AN EVALUATION OF FAMILY POULTRY PRODUCTION SYSTEMS IN THE

NORTHERN REGION

By

NDIVHUHO RANWEDZI

Degree : M.Tech. (Agric)

Department : Department of Agricultural Management,

George Campus

Supervisor : Dr A. E. Nesamvuni

Co-supervisor: Mr. G. J. Taylor

Abstract

Family Poultry (FP) constitute a significant portion of birds kept in rural households for

consumption, marketing and socio-cultural uses. In many rural villages of Southern

Africa and indeed the rest of Africa, keeping of indigenous chickens in free-range

systems has been practiced for many years. Data on FP production and traditional

management practices were collected by qualitative method of (interviews and visual

observations) and quantitative method (weighing and counting). A questionnaire

instrument was designed based on Rapid Appraisal of Agricultural Knowledge System

(RAAKS). Sampling was done within traditional land of Mukula with eleven villages and

1500 households. The instrument was designed to extract information on FP housing,

equipments, diseases, production systems, breeding, feeding, potential market, production

constraints, social networks and extension services. Based on the current study FP serves

the main purpose of food security in traditional set-up. Their management is mainly

based on traditional practices as coping mechanism within the context of low household

income, illiteracy and cultural beliefs. Cultural practices have assisted these populations

in Africa to be genetically conserved for many years. Flock composition and dynamics of

these birds is dependent on other agricultural practices like sowing to harvesting of crops

and socio-economic factors. The current study suggests that FP are certainly a multi-

purpose and valued assets embedded in the culture and tradition of the rural poor. They

form a foundation on which the Livestock Revolution can occur in Africa.
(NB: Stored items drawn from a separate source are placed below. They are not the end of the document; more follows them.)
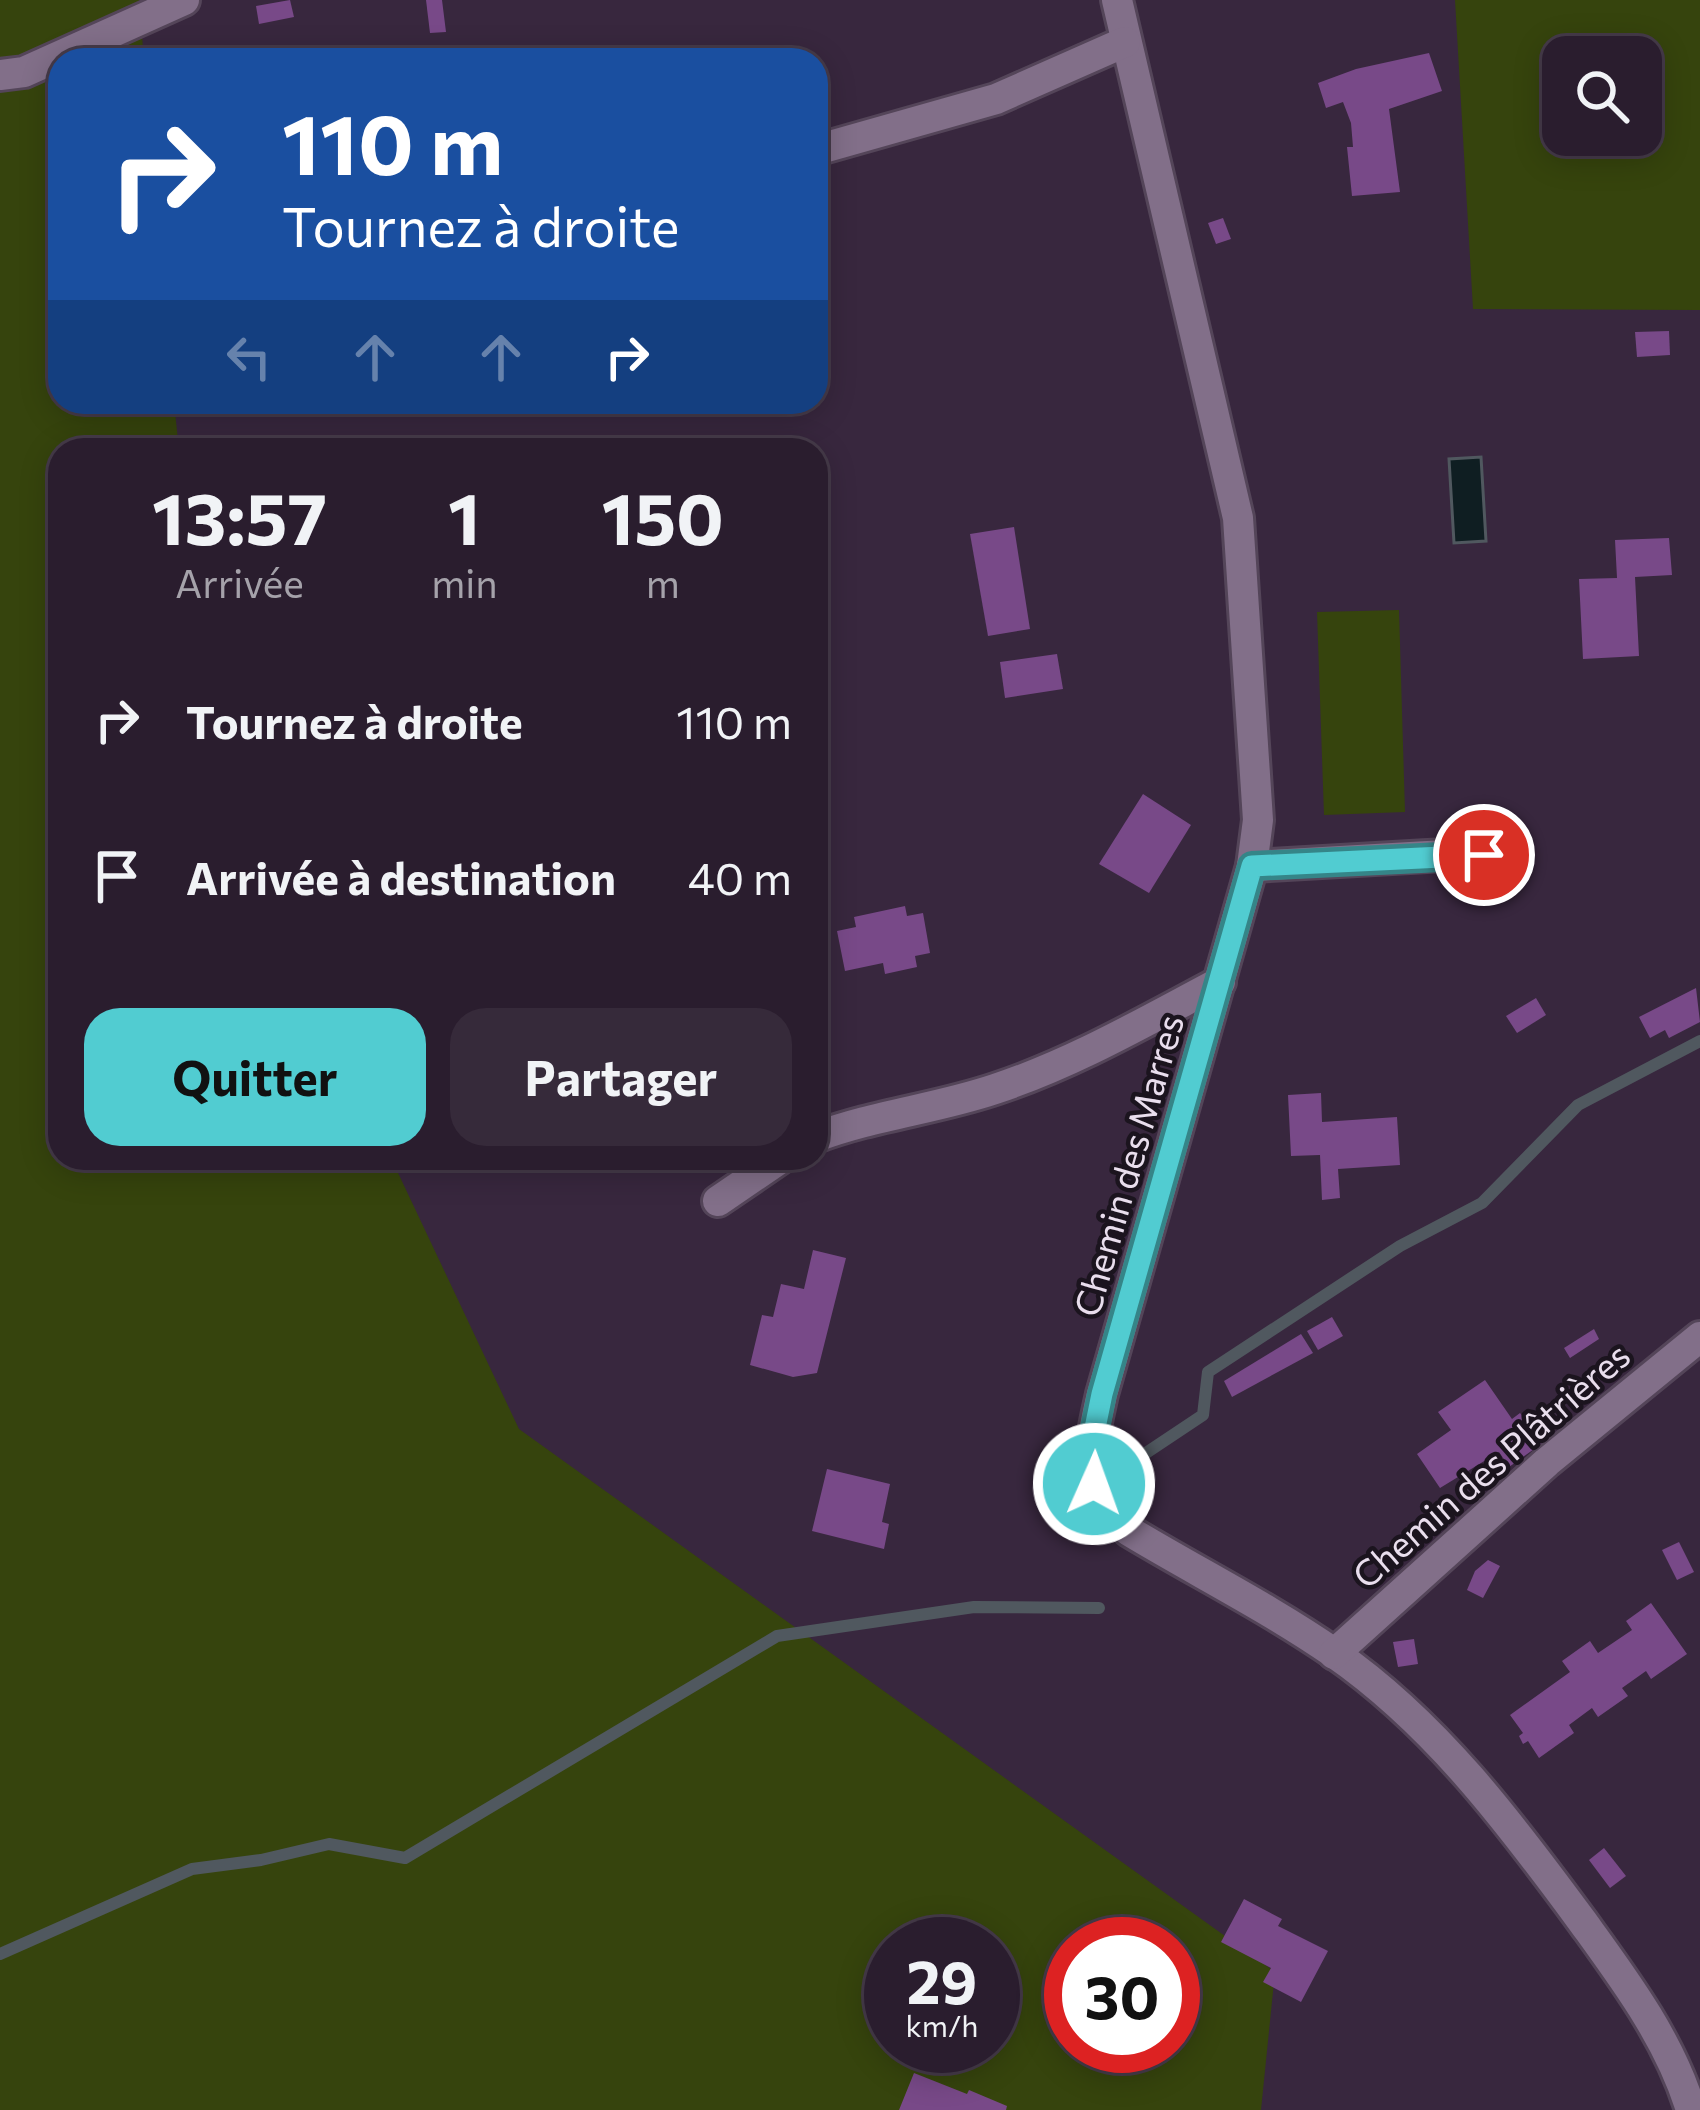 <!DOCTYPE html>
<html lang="fr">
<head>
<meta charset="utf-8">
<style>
	body { margin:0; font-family:Commissioner,sans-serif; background:#362a3a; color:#f1f3f6; height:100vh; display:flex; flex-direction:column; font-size:45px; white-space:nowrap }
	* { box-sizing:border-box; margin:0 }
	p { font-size:39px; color:#a5a2aa }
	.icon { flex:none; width:66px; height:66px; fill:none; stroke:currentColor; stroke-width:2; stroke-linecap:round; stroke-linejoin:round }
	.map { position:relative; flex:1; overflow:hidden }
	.sheet { position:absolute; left:48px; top:438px; width:780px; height:732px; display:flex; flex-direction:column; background:#2a1d2e; border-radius:36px; box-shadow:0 6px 30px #0003,0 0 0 3px #463b4a }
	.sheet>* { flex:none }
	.banner { position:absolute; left:48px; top:48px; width:780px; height:366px; border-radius:36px; box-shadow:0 6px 30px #0003,0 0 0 3px #463b4a; background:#1a4fa0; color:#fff; overflow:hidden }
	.fabs { position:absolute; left:1542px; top:36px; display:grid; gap:24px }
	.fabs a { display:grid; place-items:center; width:120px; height:120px; border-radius:24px; background:#2a1d2e; box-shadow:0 6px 30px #0003,0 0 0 3px #463b4a; font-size:60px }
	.speed { position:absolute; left:864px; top:1917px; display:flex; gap:24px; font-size:60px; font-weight:700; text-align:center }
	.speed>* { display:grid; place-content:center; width:156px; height:156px; border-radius:50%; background:#2a1d2e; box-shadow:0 6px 30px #0003,0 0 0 3px #463b4a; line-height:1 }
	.speed small { font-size:30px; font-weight:400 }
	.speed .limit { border:18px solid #d22; background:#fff; color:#111 }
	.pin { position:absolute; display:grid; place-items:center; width:102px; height:102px; color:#fff; margin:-51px; border:6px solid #fff; border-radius:50%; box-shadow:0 3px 12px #0007 }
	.me { position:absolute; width:132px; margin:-66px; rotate:2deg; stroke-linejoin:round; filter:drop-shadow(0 0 9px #0008) }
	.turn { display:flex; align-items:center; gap:42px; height:252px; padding:0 36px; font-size:54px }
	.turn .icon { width:156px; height:156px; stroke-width:2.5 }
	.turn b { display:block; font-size:84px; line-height:102px }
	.lanes { display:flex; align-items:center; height:114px; padding:0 36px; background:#0003; justify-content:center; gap:60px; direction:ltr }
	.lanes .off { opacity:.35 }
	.eta { display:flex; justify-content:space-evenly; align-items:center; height:204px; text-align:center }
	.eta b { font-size:72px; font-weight:700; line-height:84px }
	.button { display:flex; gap:24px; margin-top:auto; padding:24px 36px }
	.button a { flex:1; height:138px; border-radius:36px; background:#51ccd1; color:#111; font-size:48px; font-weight:700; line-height:138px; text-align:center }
	.button a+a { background:#362a3a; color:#f1f3f6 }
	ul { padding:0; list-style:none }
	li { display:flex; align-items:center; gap:36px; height:156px; padding:0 36px }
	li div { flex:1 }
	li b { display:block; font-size:45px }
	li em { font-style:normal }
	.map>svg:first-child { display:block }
	.green { fill:#36440d; fill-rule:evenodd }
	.water { fill:#0f1e22; stroke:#50585f; stroke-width:3 }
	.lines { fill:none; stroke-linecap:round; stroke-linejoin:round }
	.stream { stroke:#50585f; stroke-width:12 }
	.building { fill:#784988 }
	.minor-casing { stroke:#544559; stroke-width:36 }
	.minor { stroke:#826f89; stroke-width:30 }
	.route-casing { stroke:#358588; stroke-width:30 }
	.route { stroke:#51ccd1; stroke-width:21 }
	.labels { text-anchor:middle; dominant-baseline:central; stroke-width:9; stroke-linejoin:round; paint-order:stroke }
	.street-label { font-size:36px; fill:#e9deed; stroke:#1b141e }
</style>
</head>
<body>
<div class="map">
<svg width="1700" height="2110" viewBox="0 0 1700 2110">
	<rect width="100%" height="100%" fill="#38273e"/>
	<g class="green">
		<path d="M0 0H139L144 60H60V402H174L179 450H60V1158H391L519 1429 1275 1972 1261 2110H0ZM891 1944H993V2046H891ZM1071 1944H1173V2046H1071Z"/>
		<path d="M1455 0H1700V310L1473 309ZM1563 57H1641V135H1563Z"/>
		<polygon points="1399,610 1405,812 1324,815 1317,612"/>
	</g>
	<polygon class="water" points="1481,457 1486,541 1454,543 1449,459"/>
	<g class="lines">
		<g class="stream">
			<polyline points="1119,1471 1203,1415 1208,1372 1400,1246 1482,1203 1578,1105 1700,1041"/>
			<polyline points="0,1954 192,1869 261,1860 329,1844 405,1858 777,1636 974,1607 1099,1608"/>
		</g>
	</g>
	<g class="building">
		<polygon points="290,0 294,17 259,24 256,6"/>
		<polygon points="426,0 442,0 446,32 430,33"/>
		<polygon points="1429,53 1442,91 1389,109 1400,192 1352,196 1347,147 1353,147 1351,123 1343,102 1326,108 1318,83 1356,69"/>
		<polygon points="1223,218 1231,239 1216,244 1208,223"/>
		<polygon points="1669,331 1670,355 1637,357 1635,332"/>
		<polygon points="1014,527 1030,629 988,636 970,534"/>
		<polygon points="1669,538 1672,575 1635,577 1639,656 1583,659 1579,579 1617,578 1615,540"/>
		<polygon points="1057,654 1063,689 1005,698 1000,662"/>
		<polygon points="1143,794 1191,825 1149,893 1099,864"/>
		<polygon points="905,906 907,916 923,913 930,953 915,956 917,967 885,974 883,963 845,971 837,931 856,927 854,917"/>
		<polygon points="1696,988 1700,1022 1669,1038 1665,1030 1650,1038 1639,1017"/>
		<polygon points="1536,998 1546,1015 1517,1033 1506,1016"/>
		<polygon points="1321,1093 1322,1122 1397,1117 1400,1165 1338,1169 1340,1198 1322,1200 1320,1155 1291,1156 1288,1095"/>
		<polygon points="813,1250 846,1258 817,1373 793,1377 750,1365 762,1315 773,1317 781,1284 804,1289"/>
		<polygon points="1332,1317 1343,1336 1318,1350 1307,1331"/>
		<polygon points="1594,1329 1599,1339 1570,1358 1564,1348"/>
		<polygon points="1301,1334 1313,1353 1232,1397 1224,1381"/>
		<polygon points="1485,1380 1512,1419 1520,1413 1544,1442 1509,1467 1499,1452 1440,1488 1417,1454 1451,1430 1438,1412"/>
		<polygon points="827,1469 890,1484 882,1522 889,1524 884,1549 812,1531"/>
		<polygon points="1679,1542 1694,1572 1677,1580 1662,1550"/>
		<polygon points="1488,1560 1500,1566 1483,1598 1467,1590 1475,1571"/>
		<polygon points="1651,1603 1687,1654 1651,1679 1646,1671 1622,1688 1628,1696 1598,1717 1592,1708 1569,1725 1574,1733 1539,1758 1528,1741 1523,1744 1519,1736 1523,1733 1510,1715 1570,1672 1562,1661 1590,1641 1598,1653 1632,1630 1626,1621"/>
		<polygon points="1414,1639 1418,1664 1398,1667 1393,1642"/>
		<polygon points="1604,1848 1626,1876 1610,1888 1589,1860"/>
		<polygon points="1244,1899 1282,1919 1278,1926 1328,1951 1301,2002 1263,1982 1271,1968 1221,1942"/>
		<polygon points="914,2073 967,2094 969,2090 1007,2106 1006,2110 899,2110"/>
	</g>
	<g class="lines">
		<defs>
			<g id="minor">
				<path d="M1117 0 1238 518 1258 820 1252 866 1102 1394C1088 1456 1081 1485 1129 1531 1197 1572 1269 1608 1334 1653 1435 1723 1510 1823 1582 1921 1624 1979 1670 2040 1691 2110"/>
				<polyline points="0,75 24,72 184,0"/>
				<polyline points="816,150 996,99 1125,42"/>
				<polyline points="1252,866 1515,851"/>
				<path d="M816 1137C874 1115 936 1109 995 1089 1074 1063 1146 1021 1220 982"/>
				<polyline points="718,1201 781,1158"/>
				<polyline points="1334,1654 1547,1462 1700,1337"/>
			</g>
		</defs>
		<use href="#minor" class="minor-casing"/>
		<use href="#minor" class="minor"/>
	</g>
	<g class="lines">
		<defs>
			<polyline id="route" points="1094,1484 1094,1433 1102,1394 1252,866 1484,855"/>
		</defs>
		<use href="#route" class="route-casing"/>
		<use href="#route" class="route"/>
	</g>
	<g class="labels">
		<g class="street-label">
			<text transform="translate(1127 1165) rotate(-74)">Chemin des Marres</text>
			<text transform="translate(1490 1464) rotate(-41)">Chemin des Plâtrières</text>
		</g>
	</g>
</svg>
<div class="fabs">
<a><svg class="icon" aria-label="search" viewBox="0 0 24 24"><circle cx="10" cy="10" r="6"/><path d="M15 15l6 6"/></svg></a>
</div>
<div class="speed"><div>29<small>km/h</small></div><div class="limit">30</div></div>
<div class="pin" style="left:1484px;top:855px;background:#d93025"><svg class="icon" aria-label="arrive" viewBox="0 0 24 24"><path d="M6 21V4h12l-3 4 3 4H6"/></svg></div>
<svg class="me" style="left:1094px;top:1484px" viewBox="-20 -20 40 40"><circle r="17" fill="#51ccd1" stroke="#fff" stroke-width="3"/><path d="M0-11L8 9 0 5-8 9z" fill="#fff"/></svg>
<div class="banner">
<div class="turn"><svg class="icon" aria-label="right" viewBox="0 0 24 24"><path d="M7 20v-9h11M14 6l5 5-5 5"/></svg><div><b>110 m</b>Tournez à droite</div></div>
<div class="lanes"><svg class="icon off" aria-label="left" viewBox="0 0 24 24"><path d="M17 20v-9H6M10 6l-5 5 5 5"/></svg><svg class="icon off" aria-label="ahead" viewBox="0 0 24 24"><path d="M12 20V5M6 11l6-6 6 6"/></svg><svg class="icon off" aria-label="ahead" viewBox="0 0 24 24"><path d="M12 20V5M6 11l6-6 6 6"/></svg><svg class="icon" aria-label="right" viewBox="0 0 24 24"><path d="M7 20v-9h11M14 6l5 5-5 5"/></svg></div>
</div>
<section class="sheet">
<div class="eta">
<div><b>13:57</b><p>Arrivée</p></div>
<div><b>1</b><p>min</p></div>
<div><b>150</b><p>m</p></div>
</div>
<ul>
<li><svg class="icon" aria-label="right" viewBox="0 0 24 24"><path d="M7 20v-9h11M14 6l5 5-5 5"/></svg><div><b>Tournez à droite</b></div><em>110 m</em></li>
<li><svg class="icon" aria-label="arrive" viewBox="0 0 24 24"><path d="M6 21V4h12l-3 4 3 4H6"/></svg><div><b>Arrivée à destination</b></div><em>40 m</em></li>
</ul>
<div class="button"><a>Quitter</a><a>Partager</a></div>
</section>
</div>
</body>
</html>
A quantitative method of weighing and counting was also used to collect the data, to

determine the growth performance and dynamics of indigenous chicken under traditional

farming systems, from three villages of Mukula communal land for twelve months. Birds

were categorized by age and sex, based on observed evidence and the knowledge of the

key informant. Birds were housed in the evening and scavenging provided the basic food

resource. Chickens were weighed in the evening ones a month. The results indicate that

chicks form a larger number within the flock. Household within village, season and age

caused a significant variation at P < 0.0001 in hens and cocks, but with season causing a

variation at P < 0.01 in cocks. A significant variation of P < 0.001 was obtained in

cockerels, caused by household within village and age, and in chicks caused by

household within village. A significant variation of P < 0.01 was obtained in cockerels

caused by season, and in pullets caused by household within village. Season and age had

P > 0.05 in pullets with season causing P > 0.05 in chicks. It is concluded from the results

that under village management conditions, the growth is highly affected by harsh

environmental conditions and seasonal activities within the household.